Resztę wiecie!... KONDOR. (do Olimpa) Zbyt albo niedość rzecz wyłuszcza... HER. (w uniesieniu) Mamże wyrzec, że mężem tym, że tym półbogiem
Marek Antonjusz... wy zaś, że jesteście z drzewa,
Z cegły, niewypalonej słońcem... Czy wy wiecie,
Iż człowiek ten gdyby mi wskazał końcem palca
Sto legjonów, godzących w pierś mą, i powiedział:
«Zwalcz je!» — przez Herkulesa, zbiłbym sto legjonów
Albo ległbym i ziemię przeszyłbym nawylot.
(po chwili spoczynku)
Rzekłem!
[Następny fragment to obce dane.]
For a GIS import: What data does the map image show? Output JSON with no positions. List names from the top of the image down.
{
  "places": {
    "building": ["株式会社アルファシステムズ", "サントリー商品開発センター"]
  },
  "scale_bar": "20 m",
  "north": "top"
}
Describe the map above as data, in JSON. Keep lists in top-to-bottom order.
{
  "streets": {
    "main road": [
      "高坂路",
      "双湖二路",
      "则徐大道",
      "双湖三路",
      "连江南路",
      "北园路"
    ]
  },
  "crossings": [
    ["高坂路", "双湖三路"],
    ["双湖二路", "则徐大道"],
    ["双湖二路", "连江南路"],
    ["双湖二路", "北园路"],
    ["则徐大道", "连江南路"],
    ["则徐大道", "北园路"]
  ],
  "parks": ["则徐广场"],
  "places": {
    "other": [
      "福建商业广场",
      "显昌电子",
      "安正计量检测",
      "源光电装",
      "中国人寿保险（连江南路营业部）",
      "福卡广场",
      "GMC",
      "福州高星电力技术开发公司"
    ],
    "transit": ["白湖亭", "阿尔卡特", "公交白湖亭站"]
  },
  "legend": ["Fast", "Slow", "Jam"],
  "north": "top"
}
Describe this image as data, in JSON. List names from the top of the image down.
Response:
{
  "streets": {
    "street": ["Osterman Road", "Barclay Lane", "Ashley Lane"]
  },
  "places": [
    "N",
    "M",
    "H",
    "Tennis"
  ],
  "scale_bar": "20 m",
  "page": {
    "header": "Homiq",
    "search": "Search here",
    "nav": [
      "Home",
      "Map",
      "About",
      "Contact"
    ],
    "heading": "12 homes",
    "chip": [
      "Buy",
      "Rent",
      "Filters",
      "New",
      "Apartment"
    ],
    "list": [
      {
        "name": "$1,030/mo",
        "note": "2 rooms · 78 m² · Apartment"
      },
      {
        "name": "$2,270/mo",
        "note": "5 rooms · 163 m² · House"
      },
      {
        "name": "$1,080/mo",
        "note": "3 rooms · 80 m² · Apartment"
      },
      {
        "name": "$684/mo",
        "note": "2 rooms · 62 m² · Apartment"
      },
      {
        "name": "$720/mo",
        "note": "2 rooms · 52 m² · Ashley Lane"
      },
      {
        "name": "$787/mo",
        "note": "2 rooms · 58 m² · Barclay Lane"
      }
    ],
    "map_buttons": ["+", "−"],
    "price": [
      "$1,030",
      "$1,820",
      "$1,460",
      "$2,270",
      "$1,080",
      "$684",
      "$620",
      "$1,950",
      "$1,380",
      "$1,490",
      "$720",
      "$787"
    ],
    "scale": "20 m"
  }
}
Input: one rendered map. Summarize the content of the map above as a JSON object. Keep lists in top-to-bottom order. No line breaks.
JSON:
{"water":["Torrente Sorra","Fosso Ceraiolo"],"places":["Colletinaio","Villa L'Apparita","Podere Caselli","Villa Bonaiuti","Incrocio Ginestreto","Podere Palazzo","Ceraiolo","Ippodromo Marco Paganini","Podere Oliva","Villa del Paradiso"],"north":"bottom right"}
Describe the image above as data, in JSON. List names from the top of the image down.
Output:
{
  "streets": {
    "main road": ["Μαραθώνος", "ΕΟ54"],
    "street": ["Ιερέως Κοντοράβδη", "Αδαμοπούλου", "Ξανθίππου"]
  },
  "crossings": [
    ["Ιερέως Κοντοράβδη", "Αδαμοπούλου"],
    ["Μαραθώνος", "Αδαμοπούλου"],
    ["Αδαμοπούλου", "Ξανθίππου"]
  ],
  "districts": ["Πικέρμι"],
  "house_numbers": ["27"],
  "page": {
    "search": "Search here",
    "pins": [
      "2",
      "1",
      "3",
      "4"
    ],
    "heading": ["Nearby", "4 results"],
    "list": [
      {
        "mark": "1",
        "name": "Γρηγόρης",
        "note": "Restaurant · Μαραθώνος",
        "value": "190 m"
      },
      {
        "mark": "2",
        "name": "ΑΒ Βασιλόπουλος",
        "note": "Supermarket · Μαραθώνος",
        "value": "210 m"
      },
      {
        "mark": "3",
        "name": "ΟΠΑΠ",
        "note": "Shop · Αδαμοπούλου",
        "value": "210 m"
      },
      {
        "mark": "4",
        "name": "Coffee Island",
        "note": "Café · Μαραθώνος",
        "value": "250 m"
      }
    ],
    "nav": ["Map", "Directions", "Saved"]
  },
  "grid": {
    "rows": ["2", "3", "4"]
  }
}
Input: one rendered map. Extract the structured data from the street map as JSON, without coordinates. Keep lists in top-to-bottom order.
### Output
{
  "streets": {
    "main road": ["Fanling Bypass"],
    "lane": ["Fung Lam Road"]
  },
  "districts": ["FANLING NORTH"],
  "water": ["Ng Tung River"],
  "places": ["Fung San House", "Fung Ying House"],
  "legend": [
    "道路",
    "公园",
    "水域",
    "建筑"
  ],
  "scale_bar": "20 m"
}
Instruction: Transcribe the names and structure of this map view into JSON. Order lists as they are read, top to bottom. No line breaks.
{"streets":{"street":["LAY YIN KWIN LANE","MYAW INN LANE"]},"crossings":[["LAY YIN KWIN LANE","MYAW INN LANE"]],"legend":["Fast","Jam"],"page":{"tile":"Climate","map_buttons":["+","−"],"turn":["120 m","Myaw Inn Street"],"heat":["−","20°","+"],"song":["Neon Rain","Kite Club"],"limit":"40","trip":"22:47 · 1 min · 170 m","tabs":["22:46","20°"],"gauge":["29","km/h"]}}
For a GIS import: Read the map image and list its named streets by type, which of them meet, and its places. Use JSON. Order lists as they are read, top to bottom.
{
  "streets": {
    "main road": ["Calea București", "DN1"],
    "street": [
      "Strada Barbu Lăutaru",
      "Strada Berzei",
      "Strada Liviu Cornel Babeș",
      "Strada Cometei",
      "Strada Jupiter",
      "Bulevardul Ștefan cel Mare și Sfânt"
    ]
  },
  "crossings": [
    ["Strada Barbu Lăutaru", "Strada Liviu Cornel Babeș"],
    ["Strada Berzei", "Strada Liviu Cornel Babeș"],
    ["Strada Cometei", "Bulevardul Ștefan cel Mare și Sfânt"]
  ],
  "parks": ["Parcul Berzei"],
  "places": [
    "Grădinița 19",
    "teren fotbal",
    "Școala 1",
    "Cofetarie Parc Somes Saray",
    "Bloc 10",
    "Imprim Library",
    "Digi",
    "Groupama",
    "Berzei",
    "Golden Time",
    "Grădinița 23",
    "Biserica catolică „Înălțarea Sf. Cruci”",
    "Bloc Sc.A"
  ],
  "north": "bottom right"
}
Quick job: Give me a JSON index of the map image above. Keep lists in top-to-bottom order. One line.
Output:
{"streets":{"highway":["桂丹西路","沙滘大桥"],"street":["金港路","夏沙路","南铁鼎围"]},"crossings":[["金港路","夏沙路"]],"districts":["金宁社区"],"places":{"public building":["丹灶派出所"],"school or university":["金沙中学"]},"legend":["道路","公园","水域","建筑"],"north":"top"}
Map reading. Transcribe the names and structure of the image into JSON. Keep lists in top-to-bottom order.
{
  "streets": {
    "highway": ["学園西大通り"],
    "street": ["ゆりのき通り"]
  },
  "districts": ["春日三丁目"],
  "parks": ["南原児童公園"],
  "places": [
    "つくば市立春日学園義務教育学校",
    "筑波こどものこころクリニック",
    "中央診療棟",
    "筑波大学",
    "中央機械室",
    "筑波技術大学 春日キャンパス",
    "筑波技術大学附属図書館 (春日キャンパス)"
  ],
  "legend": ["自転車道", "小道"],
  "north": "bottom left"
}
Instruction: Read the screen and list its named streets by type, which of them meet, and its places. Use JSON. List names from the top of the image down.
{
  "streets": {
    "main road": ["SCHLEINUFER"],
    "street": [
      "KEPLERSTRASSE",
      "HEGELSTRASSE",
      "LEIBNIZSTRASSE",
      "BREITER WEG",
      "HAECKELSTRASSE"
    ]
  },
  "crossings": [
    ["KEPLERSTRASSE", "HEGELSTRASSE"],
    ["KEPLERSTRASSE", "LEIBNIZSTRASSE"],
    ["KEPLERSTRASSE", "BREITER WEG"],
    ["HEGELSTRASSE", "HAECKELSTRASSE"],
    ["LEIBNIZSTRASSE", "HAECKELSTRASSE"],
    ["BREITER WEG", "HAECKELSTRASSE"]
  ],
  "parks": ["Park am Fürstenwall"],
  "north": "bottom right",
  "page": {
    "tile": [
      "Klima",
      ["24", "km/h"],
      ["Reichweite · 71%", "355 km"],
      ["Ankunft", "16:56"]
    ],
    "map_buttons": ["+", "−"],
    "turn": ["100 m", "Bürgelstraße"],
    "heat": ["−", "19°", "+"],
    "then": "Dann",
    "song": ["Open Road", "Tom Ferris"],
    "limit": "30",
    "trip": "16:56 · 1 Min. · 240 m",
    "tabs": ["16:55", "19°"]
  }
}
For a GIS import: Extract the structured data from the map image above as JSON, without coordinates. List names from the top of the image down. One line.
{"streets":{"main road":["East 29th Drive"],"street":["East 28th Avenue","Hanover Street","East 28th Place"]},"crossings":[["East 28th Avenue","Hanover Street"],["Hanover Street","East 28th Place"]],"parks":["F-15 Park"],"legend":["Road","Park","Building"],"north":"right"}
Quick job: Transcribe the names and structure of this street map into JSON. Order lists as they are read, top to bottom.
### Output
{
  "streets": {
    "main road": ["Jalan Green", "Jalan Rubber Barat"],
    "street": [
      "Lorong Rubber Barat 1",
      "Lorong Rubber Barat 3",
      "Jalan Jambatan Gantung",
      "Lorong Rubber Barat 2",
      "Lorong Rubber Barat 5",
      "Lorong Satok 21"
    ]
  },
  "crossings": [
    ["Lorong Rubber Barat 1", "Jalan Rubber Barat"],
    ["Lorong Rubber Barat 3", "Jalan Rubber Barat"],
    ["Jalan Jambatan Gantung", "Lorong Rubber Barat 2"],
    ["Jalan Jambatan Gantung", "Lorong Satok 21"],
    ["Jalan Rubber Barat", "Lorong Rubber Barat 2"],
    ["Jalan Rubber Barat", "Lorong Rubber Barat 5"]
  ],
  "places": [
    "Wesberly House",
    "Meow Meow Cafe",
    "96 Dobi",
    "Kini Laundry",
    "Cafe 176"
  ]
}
I dość... MAREK ANTONJUSZ. (przybliżając się niezmienionym krokiem, kładzie rękę na ramieniu Hera) Czy możesz być liktorem?... HER. Wszystkiem!
Dopókąd waszą czuję nad sobą prawicę. MAREK ANTONJUSZ. Zapał nie jest naganną rzeczą.
(do Olimpa)
Byłbym zdania,
Ażeby ludzie moi, których mam u boku,
Do suchego pioruna byli podobnymi,
Żebym, mówię, gdy gestem zagaję w powietrzu
Iskrę ciosu, mógł naraz gromami uderzyć.
Pallas moja jest taka!... Kunktatur nie lubię!...
U mnie człowiek dzielny
Może i podpić; tchórze niech pijają wodę...
(do Olimpa)
«Podpić» a «podpić» — spora wyrażeń różnica!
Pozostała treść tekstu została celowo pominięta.